For $x\in(-\infty,0)$, the function is continuous and differentiable. We need to find the minimum and maximum of $f$ in this interval, so equate the first derivative to $0$. This gives$$\frac1{x^2}=\frac4{(1-x)^2}\implies x=1/3,-1$$The point of interest is $-1$ at which $f$ obtains its maximum value of $1$ on $(-\infty,0)$. There is no minimum since $f(x)\to-\infty$ as $x\to0^-$.

Similarly analyze the function over $(0,1)$ and $(1,\infty)$. For the former, $f$ takes minimum value of $9$ at $x=1/3$ but no maximum exists since $f\to\infty$ as $x\to0^+$. For $(1,\infty)$, there is no minimum or maximum since $f\in(-\infty,0)$. Your range is the union$$(-\infty,1]\cup[9,\infty)\cup(-\infty,0)=(-\infty,1]\cup[9,\infty)=\Bbb R\setminus(1,9)$$

Answer 2

For the case of real numbers, the range comes out to be as shown in the image :

As said in the comments section earlier, if $0 <x <1$, then you can directly apply Titu's lemma to get the answer as shown:

$1/x + 4/(1-x) \geq (1+2)^2 =9$

Answer 3

Let $f$ be given by $$ f(x) = \frac{1}{x} + \frac{4}{1-x} \qquad\qquad\qquad\qquad\qquad\qquad \qquad\qquad\qquad\qquad\qquad $$

The domain of $f$ is the set of all real numbers other than $0$ or $1$.

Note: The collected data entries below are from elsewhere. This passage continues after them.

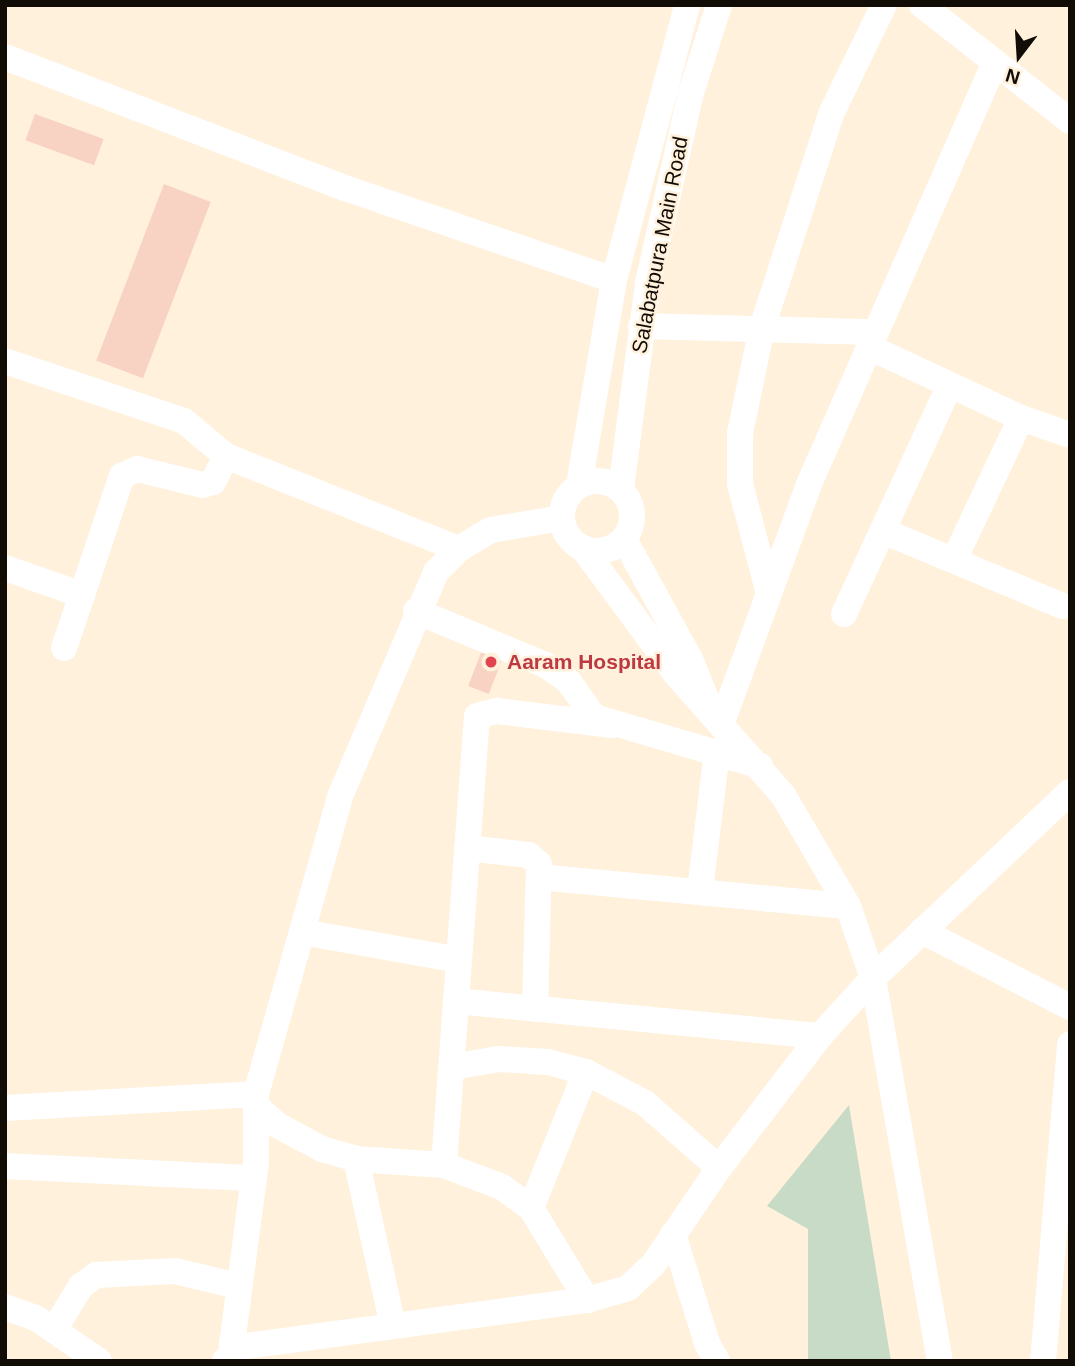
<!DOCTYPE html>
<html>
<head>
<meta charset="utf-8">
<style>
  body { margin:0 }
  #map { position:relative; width:1075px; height:1366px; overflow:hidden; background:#fff1dc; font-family:Arial,sans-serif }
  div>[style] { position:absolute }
  .green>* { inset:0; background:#c8dbc7 }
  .building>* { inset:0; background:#f8d2c3; transform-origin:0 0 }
  .minor>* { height:26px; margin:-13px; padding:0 13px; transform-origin:13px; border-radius:13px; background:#fff }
  .minor>.ring { margin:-13px; padding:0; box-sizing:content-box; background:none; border:26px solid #fff; border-radius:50% }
  .dots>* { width:19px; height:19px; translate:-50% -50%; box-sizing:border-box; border:4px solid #fff1dc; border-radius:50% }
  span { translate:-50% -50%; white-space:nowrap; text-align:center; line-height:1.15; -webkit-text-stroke:5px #fff1dc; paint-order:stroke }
  .street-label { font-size:21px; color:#110c06 }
  .health-label { font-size:21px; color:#be3a42; font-weight:700 }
  .left { translate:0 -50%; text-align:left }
  .frame { position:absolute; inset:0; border:7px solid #110c06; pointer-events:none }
  .north { position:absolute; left:984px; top:21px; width:70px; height:70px; -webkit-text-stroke:5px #fff1dc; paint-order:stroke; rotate:197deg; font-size:19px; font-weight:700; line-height:28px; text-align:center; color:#110c06 }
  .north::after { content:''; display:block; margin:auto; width:24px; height:32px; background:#110c06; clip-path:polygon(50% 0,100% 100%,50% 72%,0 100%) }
</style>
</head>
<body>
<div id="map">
  <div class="green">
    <div style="clip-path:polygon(849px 1105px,891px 1361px,808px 1361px,808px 1229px,767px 1206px)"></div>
  </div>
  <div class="building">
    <div style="left:35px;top:114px;width:73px;height:28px;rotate:20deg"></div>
    <div style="left:164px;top:184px;width:50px;height:189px;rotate:21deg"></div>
    <div style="left:484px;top:645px;width:22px;height:44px;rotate:21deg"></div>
  </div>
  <div class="minor">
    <div style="left:922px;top:5px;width:188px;rotate:38.1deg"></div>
    <div style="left:5px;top:57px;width:361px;rotate:21.1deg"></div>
    <div style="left:342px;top:187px;width:287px;rotate:18.9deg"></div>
    <div style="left:641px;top:326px;width:234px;rotate:1.5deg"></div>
    <div style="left:869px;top:347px;width:168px;rotate:25deg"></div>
    <div style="left:1021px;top:418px;width:52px;rotate:19.1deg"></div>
    <div style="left:5px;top:361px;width:189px;rotate:18.5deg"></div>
    <div style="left:184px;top:421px;width:55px;rotate:39.8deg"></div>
    <div style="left:226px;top:456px;width:251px;rotate:21.8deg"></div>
    <div class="ring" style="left:562px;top:481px;width:44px;height:44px"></div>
    <div style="left:579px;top:485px;width:208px;rotate:-80.3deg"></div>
    <div style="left:614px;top:280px;width:285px;rotate:-75.1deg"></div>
    <div style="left:621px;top:489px;width:208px;rotate:-82.5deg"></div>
    <div style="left:648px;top:283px;width:192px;rotate:-77.3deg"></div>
    <div style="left:690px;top:96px;width:96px;rotate:-72.3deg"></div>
    <div style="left:883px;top:531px;width:194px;rotate:22.7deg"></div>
    <div style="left:624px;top:539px;width:137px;rotate:61.2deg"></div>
    <div style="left:690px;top:659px;width:42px;rotate:67.7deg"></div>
    <div style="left:583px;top:548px;width:155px;rotate:53.6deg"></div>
    <div style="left:675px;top:673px;width:163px;rotate:48.5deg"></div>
    <div style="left:783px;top:795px;width:129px;rotate:59.6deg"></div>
    <div style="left:848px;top:906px;width:76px;rotate:70.9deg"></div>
    <div style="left:873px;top:978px;width:389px;rotate:80.1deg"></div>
    <div style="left:954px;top:560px;width:157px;rotate:-64.7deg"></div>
    <div style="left:5px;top:568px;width:82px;rotate:19.3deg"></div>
    <div style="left:768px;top:590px;width:110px;rotate:-104.8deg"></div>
    <div style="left:740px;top:484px;width:51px;rotate:-90deg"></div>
    <div style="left:740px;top:433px;width:107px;rotate:-78.2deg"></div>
    <div style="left:762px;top:328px;width:225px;rotate:-72.1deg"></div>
    <div style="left:831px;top:114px;width:121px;rotate:-64.1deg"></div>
    <div style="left:416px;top:611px;width:141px;rotate:22.6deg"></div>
    <div style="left:546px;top:665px;width:29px;rotate:36deg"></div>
    <div style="left:569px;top:682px;width:43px;rotate:54.5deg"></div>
    <div style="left:594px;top:717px;width:173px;rotate:16.4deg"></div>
    <div style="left:844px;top:614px;width:252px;rotate:-65.2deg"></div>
    <div style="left:64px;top:648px;width:182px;rotate:-71.4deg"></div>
    <div style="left:122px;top:476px;width:17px;rotate:-25deg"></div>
    <div style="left:137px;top:469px;width:67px;rotate:13.8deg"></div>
    <div style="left:202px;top:485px;width:11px;rotate:-15deg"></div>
    <div style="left:213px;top:482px;width:29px;rotate:-63deg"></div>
    <div style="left:722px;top:722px;width:253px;rotate:-69.9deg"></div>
    <div style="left:809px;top:484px;width:461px;rotate:-66.2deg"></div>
    <div style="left:467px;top:848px;width:62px;rotate:6.4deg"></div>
    <div style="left:529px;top:855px;width:13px;rotate:42deg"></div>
    <div style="left:539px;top:864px;width:145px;rotate:91.6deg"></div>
    <div style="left:539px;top:877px;width:310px;rotate:5.4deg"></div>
    <div style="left:700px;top:890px;width:139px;rotate:-83deg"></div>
    <div style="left:922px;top:931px;width:166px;rotate:27.2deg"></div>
    <div style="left:302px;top:932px;width:159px;rotate:10.1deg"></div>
    <div style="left:456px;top:1001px;width:366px;rotate:5.5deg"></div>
    <div style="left:453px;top:1067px;width:47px;rotate:-9.9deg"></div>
    <div style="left:499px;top:1059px;width:49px;rotate:3.5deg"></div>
    <div style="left:548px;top:1062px;width:39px;rotate:15deg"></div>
    <div style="left:586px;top:1072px;width:67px;rotate:27.7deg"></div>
    <div style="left:645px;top:1103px;width:98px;rotate:41.3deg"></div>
    <div style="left:256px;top:1106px;width:28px;rotate:42deg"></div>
    <div style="left:277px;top:1125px;width:51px;rotate:28.1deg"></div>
    <div style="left:322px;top:1149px;width:35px;rotate:16deg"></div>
    <div style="left:356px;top:1159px;width:88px;rotate:3.9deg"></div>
    <div style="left:444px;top:1165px;width:62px;rotate:20.8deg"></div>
    <div style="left:502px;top:1187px;width:36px;rotate:36deg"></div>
    <div style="left:531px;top:1208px;width:108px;rotate:58.7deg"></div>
    <div style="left:5px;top:1108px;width:251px;rotate:-3.2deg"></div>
    <div style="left:356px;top:1159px;width:171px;rotate:77.5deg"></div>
    <div style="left:444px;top:1165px;width:450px;rotate:-85.8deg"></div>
    <div style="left:477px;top:716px;width:20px;rotate:-15deg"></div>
    <div style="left:496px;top:711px;width:117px;rotate:6.9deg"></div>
    <div style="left:5px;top:1166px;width:249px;rotate:2.8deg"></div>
    <div style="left:531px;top:1208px;width:147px;rotate:-68deg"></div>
    <div style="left:673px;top:1234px;width:114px;rotate:72.7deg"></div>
    <div style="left:707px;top:1343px;width:21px;rotate:61deg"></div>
    <div style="left:5px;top:1307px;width:33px;rotate:20deg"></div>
    <div style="left:36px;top:1318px;width:76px;rotate:34.3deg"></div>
    <div style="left:54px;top:1330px;width:52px;rotate:-58.5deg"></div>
    <div style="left:81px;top:1286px;width:19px;rotate:-36deg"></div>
    <div style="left:96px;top:1275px;width:79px;rotate:-2.9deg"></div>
    <div style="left:175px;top:1271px;width:65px;rotate:13.4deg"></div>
    <div style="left:231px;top:1352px;width:192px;rotate:-82.5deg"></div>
    <div style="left:256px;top:1162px;width:68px;rotate:-90deg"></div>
    <div style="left:256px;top:1094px;width:312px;rotate:-74.2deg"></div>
    <div style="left:341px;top:794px;width:241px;rotate:-66.8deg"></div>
    <div style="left:436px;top:572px;width:33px;rotate:-45deg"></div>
    <div style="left:459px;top:549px;width:37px;rotate:-31deg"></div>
    <div style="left:491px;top:530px;width:72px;rotate:-9.6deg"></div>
    <div style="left:225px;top:1361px;width:20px;rotate:-45deg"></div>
    <div style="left:239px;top:1347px;width:351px;rotate:-7.7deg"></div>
    <div style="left:587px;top:1300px;width:43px;rotate:-16.3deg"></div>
    <div style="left:628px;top:1288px;width:34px;rotate:-43deg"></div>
    <div style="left:653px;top:1265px;width:117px;rotate:-55.8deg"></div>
    <div style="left:719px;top:1168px;width:166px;rotate:-52.6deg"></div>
    <div style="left:820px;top:1036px;width:79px;rotate:-47.6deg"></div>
    <div style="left:873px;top:978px;width:271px;rotate:-43.4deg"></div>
    <div style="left:1043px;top:1361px;width:318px;rotate:-85.1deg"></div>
  </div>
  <div class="dots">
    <div style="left:491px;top:662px;background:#e0444e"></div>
  </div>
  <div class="street-label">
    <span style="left:660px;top:245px;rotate:-79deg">Salabatpura Main Road</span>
  </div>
  <div class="health-label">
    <span class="left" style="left:507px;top:662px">Aaram Hospital</span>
  </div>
  <div class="frame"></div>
  <div class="north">N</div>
</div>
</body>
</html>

To find the range of $f$ set $$ y=\frac{1}{x} + \frac{4}{1-x} \qquad\qquad\qquad\qquad\qquad\qquad\qquad\qquad\qquad\qquad\;\;\;\; $$ and solve for $x$ in terms of $y$.

\begin{align*} \text{Then}\;\;&y=\frac{1}{x} + \frac{4}{1-x}\\[4pt] \iff\;&yx^2+(3-y)x+1=0\;\;\text{and}\;\;x\not\in\{0,1\}\\[4pt] \iff\;&yx^2+(3-y)x+1=0\\[4pt] \iff\;& \left(y=0\;\,\text{and}\;\,x=-{\small{\frac{1}{3}}}\right) \;\;\text{or}\;\; \left( y\ne 0 \;\,\text{and}\;\, x=\frac {(y-3)\pm\sqrt{y^2-10y+9}}{2y} \right) \\[4pt] \end{align*} hence the only restriction on $y$ is the inequality $y^2-10y+9\ge 0$, or equivalently, $(y-1)(y-9)\ge 0$.

It follows that the range of $f$ is $(-\infty,1]\cup [9,\infty)$.